Now we’re talking. Hardboiled action director and comic Takeshi Kitano takes on the Zatoichi legend that was a Japanese favorite from 1962 to 1989 (starring Shintaro Katsu), updating the story of the blind swordsman, gambler, and masseuse magnificently, adding a lot of blood while staying true to the heart of this classic tale. Beat Takeshi, the name Kitano uses as an actor, stars as the unlikely platinum blonde superhero who shuffles across the countryside battling the bad guys and rescuing damsels in distress. This is the first period film of Kitano’s career, which has included such bloodfests as Violent Cop, Brother, and Boiling Point and such moving dramas as Sonatine and Kikijuro. He has combined all the elements of his previous work to create this unforgettable masterpiece, a thrilling, beautifully shot, and wonderfully realized cinematic achievement that suffers only at the very end with a silly coda that is just way too out of place. Zatoichi is screening August 8 as part of the Rubin Museum Cabaret Cinema series “Movie Medicine: A Film Series about the Healing Factor in Cinema,” being held in conjunction with the “Bodies in Balance: The Art of Tibetan Medicine” exhibition, and will be introduced by Stephen Globus. The series continues August 15 with John Cromwell’s Of Human Bondage, introduced by psychiatrist and psychopharmacologist Harvey Roy Greenberg, and August 22 with Shohei Imamura’s Dr. Akagi, introduced by Gregory Hosho Abels.

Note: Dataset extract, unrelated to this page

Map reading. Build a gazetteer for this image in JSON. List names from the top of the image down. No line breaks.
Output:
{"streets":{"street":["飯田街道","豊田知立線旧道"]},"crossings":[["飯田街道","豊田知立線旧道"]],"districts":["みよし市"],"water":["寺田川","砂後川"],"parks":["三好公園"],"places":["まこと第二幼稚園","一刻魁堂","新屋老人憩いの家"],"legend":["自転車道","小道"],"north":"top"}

Florian Habicht’s Pulp: A Film About Life, Death & Supermarkets is a brilliant inside look at the long-lasting relationship between a band and its hometown. In December 2012, British alternative band Pulp returned to the place of its birth, the rugged, working-class city of Sheffield in the north of England, for what was being billed as its last-ever concert on dry land. Pulp frontman Jarvis Cocker hooked up with Habicht (Love Story, Woodenhead), conceiving a project in which the time and place, along with the fans, would be just as important as the band and its music, if not more so. In the nonchronological film, Habicht cuts between archival footage of Pulp, clips from the final concert, interviews on the street with old and young fans, and brief chats with Pulp tour manager Liam Rippon and the other band members: guitarist Mark Webber, keyboardist Candida Doyle, bassist Steve Mackey, and drummer Nick Banks, who are pretty much taking it all in stride. But at the center of it all is the soft-spoken, enigmatic Cocker, who founded Pulp back in 1978 when he was fifteen years old.